**YOUR INSTRUCTIONS:** Give back the line containing "Give me a JSON" along with every line after it, exactly, until the entries end.

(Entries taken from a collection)
##########

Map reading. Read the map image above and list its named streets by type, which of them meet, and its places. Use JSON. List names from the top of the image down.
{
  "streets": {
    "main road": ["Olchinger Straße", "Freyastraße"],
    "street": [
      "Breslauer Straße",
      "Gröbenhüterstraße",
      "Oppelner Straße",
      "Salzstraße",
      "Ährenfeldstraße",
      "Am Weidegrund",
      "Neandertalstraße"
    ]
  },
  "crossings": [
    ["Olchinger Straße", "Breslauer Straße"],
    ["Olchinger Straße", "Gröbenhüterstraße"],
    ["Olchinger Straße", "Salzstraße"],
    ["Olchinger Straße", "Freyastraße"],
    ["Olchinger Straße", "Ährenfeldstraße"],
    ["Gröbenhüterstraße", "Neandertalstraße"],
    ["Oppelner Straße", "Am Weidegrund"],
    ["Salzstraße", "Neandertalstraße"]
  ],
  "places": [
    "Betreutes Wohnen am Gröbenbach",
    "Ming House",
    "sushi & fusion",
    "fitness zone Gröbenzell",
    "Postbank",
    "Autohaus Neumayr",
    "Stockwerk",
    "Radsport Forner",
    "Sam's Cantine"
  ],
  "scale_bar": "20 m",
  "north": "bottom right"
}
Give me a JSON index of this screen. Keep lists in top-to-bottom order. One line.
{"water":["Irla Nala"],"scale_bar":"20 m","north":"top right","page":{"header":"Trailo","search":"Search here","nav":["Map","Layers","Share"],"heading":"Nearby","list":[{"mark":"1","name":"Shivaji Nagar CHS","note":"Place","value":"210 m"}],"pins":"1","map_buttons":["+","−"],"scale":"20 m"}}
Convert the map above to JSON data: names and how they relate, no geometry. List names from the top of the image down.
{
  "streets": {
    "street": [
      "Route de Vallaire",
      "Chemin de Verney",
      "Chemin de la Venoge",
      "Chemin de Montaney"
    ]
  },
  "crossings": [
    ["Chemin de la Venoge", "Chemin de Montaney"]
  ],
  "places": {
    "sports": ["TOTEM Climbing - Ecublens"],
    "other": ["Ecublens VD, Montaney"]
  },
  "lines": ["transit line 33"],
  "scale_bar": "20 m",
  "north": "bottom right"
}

##########

**ANSWER TO THE PROBLEM:**
Give me a JSON index of this screen. Keep lists in top-to-bottom order. One line.
{"water":["Irla Nala"],"scale_bar":"20 m","north":"top right","page":{"header":"Trailo","search":"Search here","nav":["Map","Layers","Share"],"heading":"Nearby","list":[{"mark":"1","name":"Shivaji Nagar CHS","note":"Place","value":"210 m"}],"pins":"1","map_buttons":["+","−"],"scale":"20 m"}}
Convert the map above to JSON data: names and how they relate, no geometry. List names from the top of the image down.
{
  "streets": {
    "street": [
      "Route de Vallaire",
      "Chemin de Verney",
      "Chemin de la Venoge",
      "Chemin de Montaney"
    ]
  },
  "crossings": [
    ["Chemin de la Venoge", "Chemin de Montaney"]
  ],
  "places": {
    "sports": ["TOTEM Climbing - Ecublens"],
    "other": ["Ecublens VD, Montaney"]
  },
  "lines": ["transit line 33"],
  "scale_bar": "20 m",
  "north": "bottom right"
}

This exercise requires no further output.